Finally, but certainly not finitely, the world of programming and the wider digital world are but nothing without a creative mind. There’s a reason why so many of the world’s software houses sit within countries that still value the arts as an important part of the syllabus, even if this recognition has been slowly diminished in state education.

Of course, none of this so far considers the reverse argument.

What has technology ever done for us?

The arts self-evidently burst with creativity, however on closer inspection, you will also see the implementation of many areas of STEM. It’s fundamentally impossible to create resin art without the application of science and mathematics, the process of mixing, measuring, and managing chemicals will be imperative to the final outcome. In parallel to this, it’s impossible to create a feature length movie without the application of engineering and technology. Imagine the world of Hogwarts without all the beautifully constructed sets spearheaded by Stuart Craig and the special effects team. The magical world of Harry Potter suddenly becomes the ‘not so magical’ world. Pixar tell fantastical stories through incredible technological means. Industrial Light and Magic enable every creative thought to be realised. The ease and accessibility of digital recording has given platform to thousands of DIY musicians worldwide and phones have inspired a generation of talent to develop, unbound by technological restriction.

The crowbarring of the ‘A’ into STEAM also provides an opportunity for collaboration, a space for exciting projects and live briefs within the syllabus where students can see the process of their creative thinking come to life in ways they never thought previously possible. It also provides a new way of inquiry for science and technology-based projects, an exploration of the meaning that projects will communicate, something that creative based projects are already used too; a process which enables the development of new skills and opportunities to learn from one another.

Use it or lose it

Today though, creativity remains underfunded and under-appreciated by politicians, eager to push the technological above the talent. Generally, the arts are undervalued. They retain negative connotations, ranging from it being an easy area to study, to being more of a hobby as opposed to a potential career.
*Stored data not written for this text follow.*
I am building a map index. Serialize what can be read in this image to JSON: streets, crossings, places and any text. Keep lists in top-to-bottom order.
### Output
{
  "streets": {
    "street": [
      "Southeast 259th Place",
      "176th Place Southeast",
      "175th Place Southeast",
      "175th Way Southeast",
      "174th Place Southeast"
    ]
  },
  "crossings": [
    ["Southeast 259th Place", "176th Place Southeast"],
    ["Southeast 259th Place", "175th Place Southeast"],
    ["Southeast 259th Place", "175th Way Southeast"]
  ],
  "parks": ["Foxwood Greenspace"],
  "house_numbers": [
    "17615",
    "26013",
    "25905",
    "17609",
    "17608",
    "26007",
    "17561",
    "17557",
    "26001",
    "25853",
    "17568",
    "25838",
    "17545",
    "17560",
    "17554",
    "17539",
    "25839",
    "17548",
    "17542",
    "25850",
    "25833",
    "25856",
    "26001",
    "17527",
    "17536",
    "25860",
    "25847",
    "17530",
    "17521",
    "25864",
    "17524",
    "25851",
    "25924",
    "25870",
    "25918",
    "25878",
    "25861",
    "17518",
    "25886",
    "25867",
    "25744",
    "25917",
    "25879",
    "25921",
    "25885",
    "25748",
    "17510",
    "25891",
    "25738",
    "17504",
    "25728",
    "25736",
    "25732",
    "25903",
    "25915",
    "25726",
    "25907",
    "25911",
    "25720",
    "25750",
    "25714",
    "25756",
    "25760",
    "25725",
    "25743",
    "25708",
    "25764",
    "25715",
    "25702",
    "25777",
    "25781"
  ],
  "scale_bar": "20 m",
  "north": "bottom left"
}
We can only hope that this will change in the future. In the meantime, the crowbarring of the creative into STEM is an incumbency those of us in the field should all bear if the UK is to continue to be amongst the most innovative in the world. We should celebrate and laud our ingenuity, not demote it. Next time we binge a boxset, jump behind the wheel of a modern car or sample the majesty of an architectural wonder, we should consider the marriage of the aesthetics and technology that has produced it.

It is in recognising this that the justification of STEAM as a concept is not only right, but also the only one that makes sense if we are to continue to be amongst the most innovative nations in the world.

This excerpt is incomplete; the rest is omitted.